• PROBLEM DETAILS: When a line of the entries contains "Marcel", please list that line.
--------------------
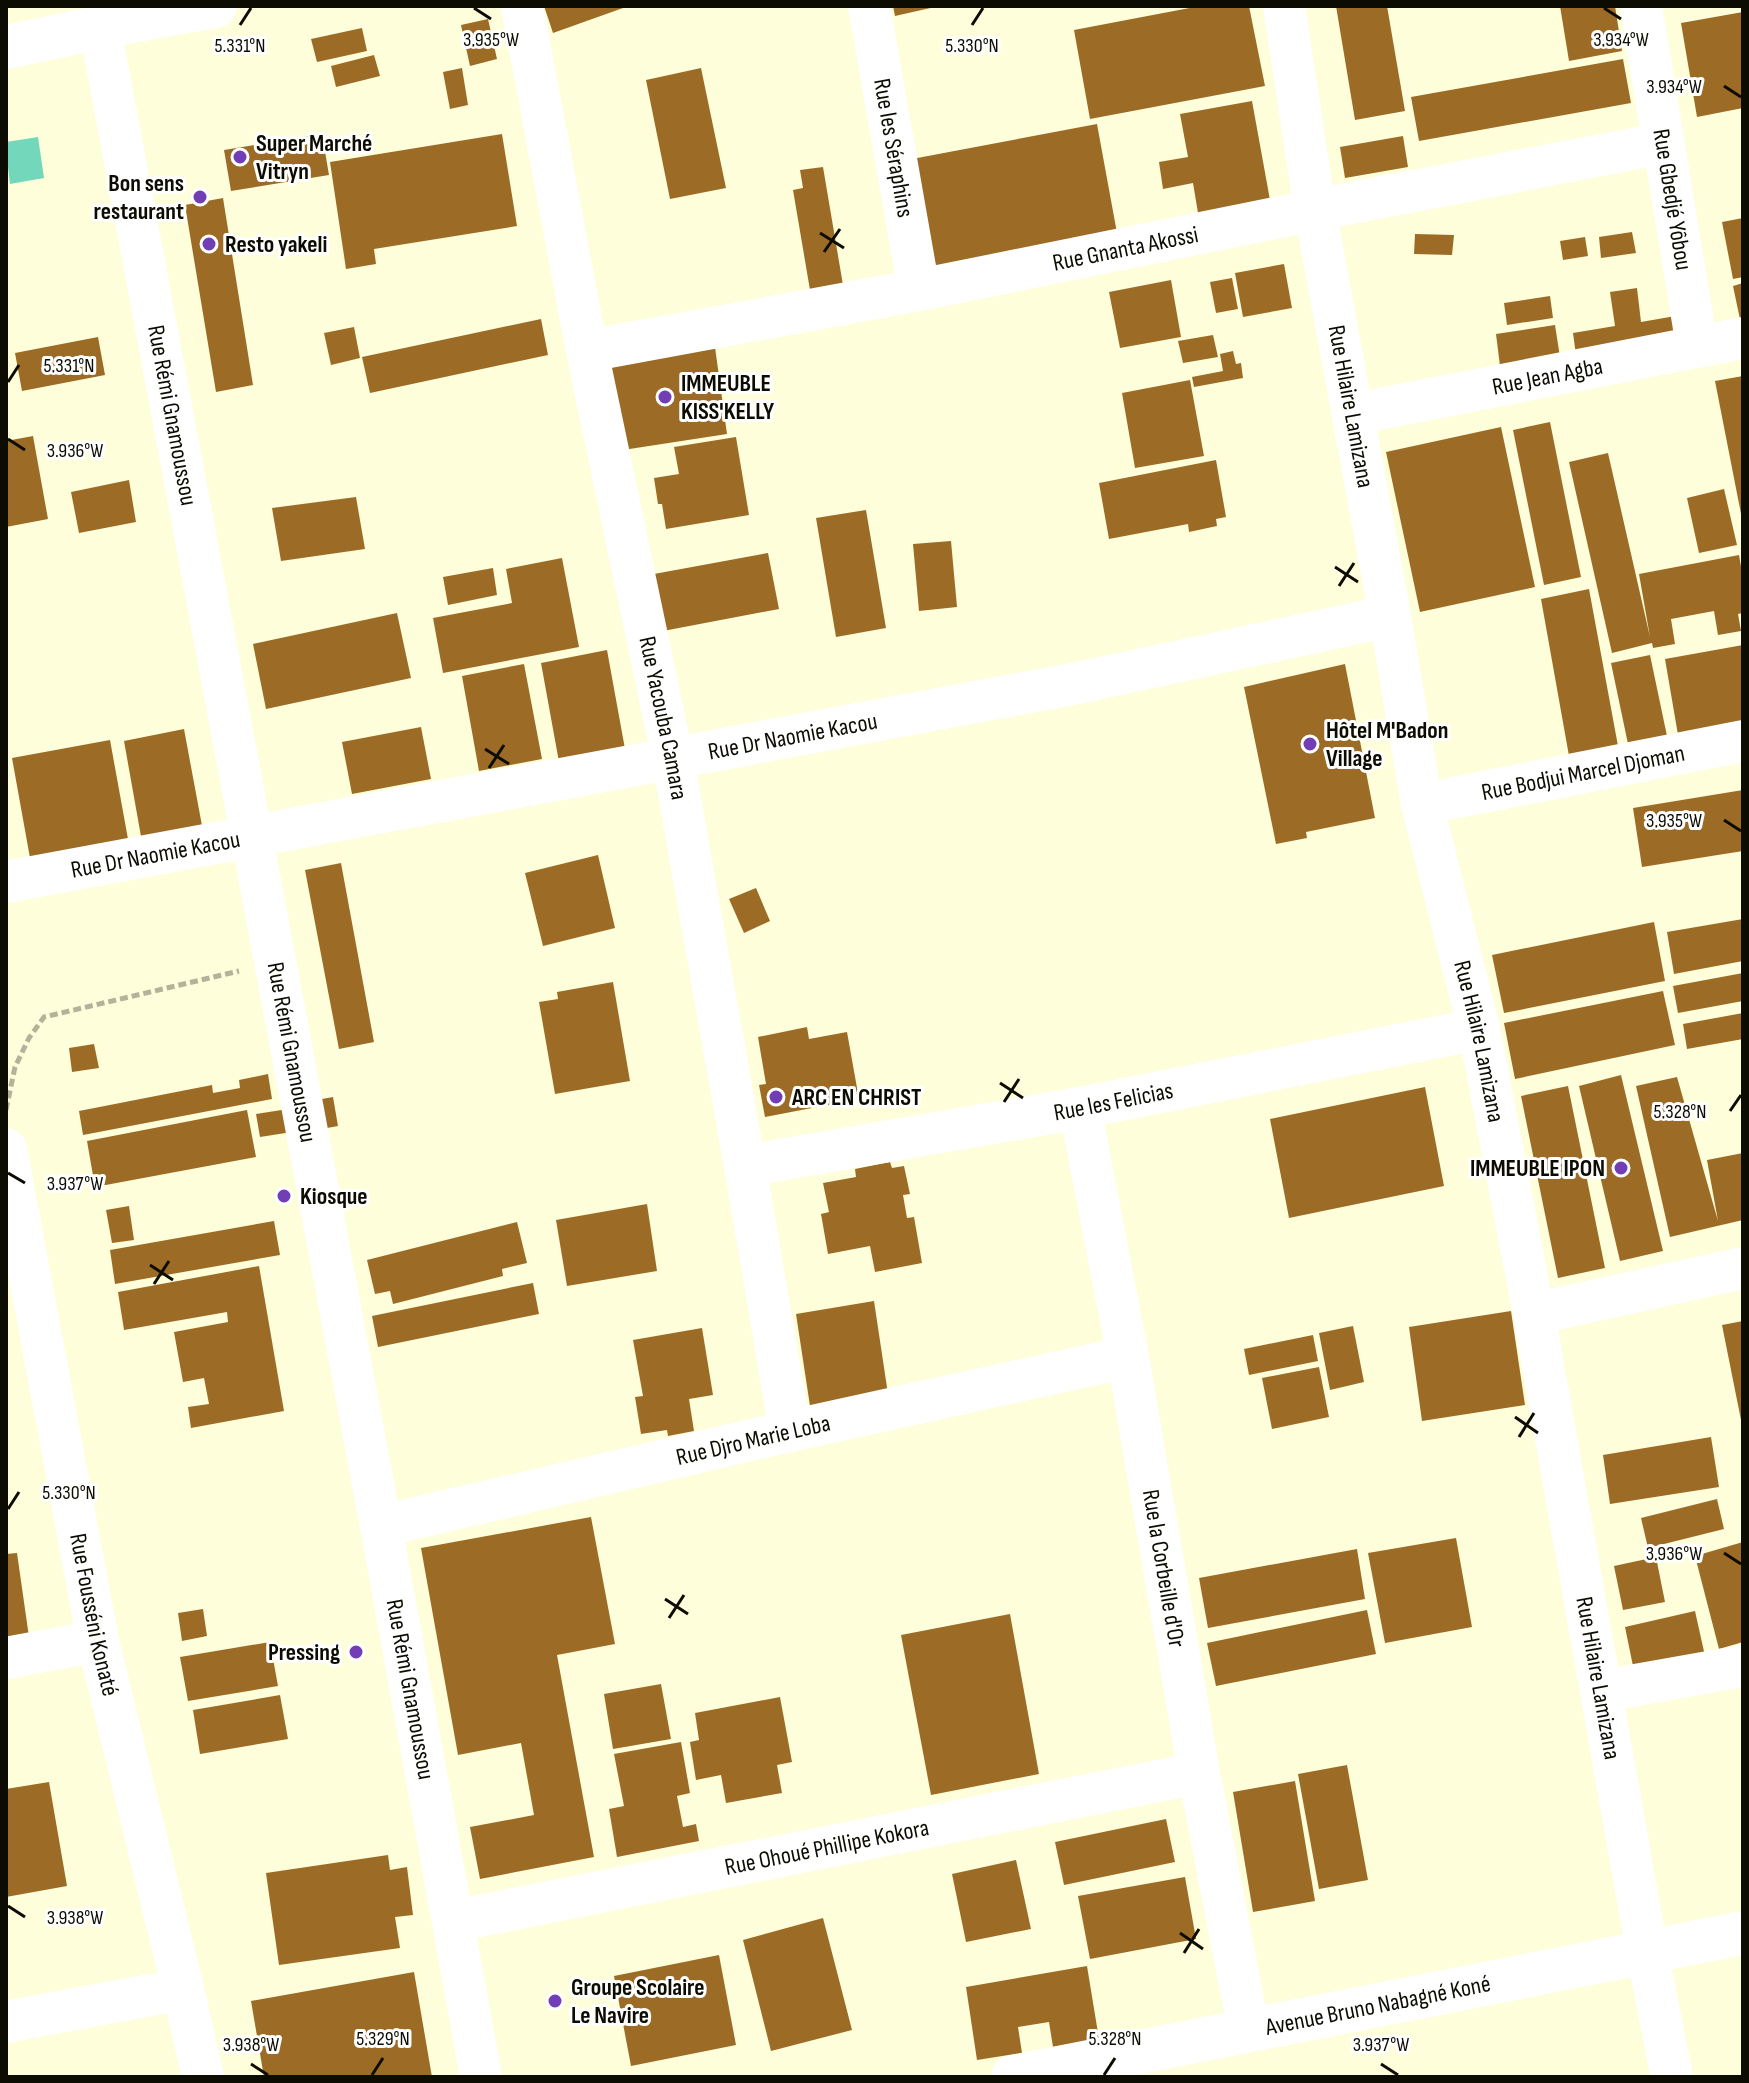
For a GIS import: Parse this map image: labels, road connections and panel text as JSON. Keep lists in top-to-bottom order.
{
  "streets": {
    "street": [
      "Rue les Séraphins",
      "Rue Gbedjé Yôbou",
      "Rue Gnanta Akossi",
      "Rue Jean Agba",
      "Rue Hilaire Lamizana",
      "Rue Rémi Gnamoussou",
      "Rue Yacouba Camara",
      "Rue Dr Naomie Kacou",
      "Rue Bodjui Marcel Djoman",
      "Rue les Felicias",
      "Rue Djro Marie Loba",
      "Rue la Corbeille d'Or",
      "Rue Fousséni Konaté",
      "Rue Ohoué Phillipe Kokora",
      "Avenue Bruno Nabagné Koné"
    ]
  },
  "crossings": [
    ["Rue les Séraphins", "Rue Gnanta Akossi"],
    ["Rue Gbedjé Yôbou", "Rue Gnanta Akossi"],
    ["Rue Gbedjé Yôbou", "Rue Jean Agba"],
    ["Rue Gnanta Akossi", "Rue Hilaire Lamizana"],
    ["Rue Gnanta Akossi", "Rue Yacouba Camara"],
    ["Rue Jean Agba", "Rue Hilaire Lamizana"],
    ["Rue Hilaire Lamizana", "Rue Dr Naomie Kacou"],
    ["Rue Hilaire Lamizana", "Rue Bodjui Marcel Djoman"],
    ["Rue Hilaire Lamizana", "Rue les Felicias"],
    ["Rue Hilaire Lamizana", "Avenue Bruno Nabagné Koné"],
    ["Rue Rémi Gnamoussou", "Rue Dr Naomie Kacou"],
    ["Rue Rémi Gnamoussou", "Rue Djro Marie Loba"],
    ["Rue Rémi Gnamoussou", "Rue Ohoué Phillipe Kokora"],
    ["Rue Yacouba Camara", "Rue Dr Naomie Kacou"],
    ["Rue Yacouba Camara", "Rue les Felicias"],
    ["Rue Yacouba Camara", "Rue Djro Marie Loba"],
    ["Rue les Felicias", "Rue la Corbeille d'Or"],
    ["Rue Djro Marie Loba", "Rue la Corbeille d'Or"],
    ["Rue la Corbeille d'Or", "Rue Ohoué Phillipe Kokora"],
    ["Rue la Corbeille d'Or", "Avenue Bruno Nabagné Koné"]
  ],
  "places": [
    "Super Marché Vitryn",
    "Bon sens restaurant",
    "Resto yakeli",
    "IMMEUBLE KISS'KELLY",
    "Hôtel M'Badon Village",
    "ARC EN CHRIST",
    "IMMEUBLE IPON",
    "Kiosque",
    "Pressing",
    "Groupe Scolaire Le Navire"
  ],
  "coordinates": [
    "3.935°W",
    "3.934°W",
    "5.330°N",
    "5.331°N",
    "3.936°W",
    "5.328°N",
    "3.937°W",
    "3.938°W",
    "5.329°N"
  ]
}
--------------------
• TASK RESPONSE:
      "Rue Bodjui Marcel Djoman",
    ["Rue Hilaire Lamizana", "Rue Bodjui Marcel Djoman"],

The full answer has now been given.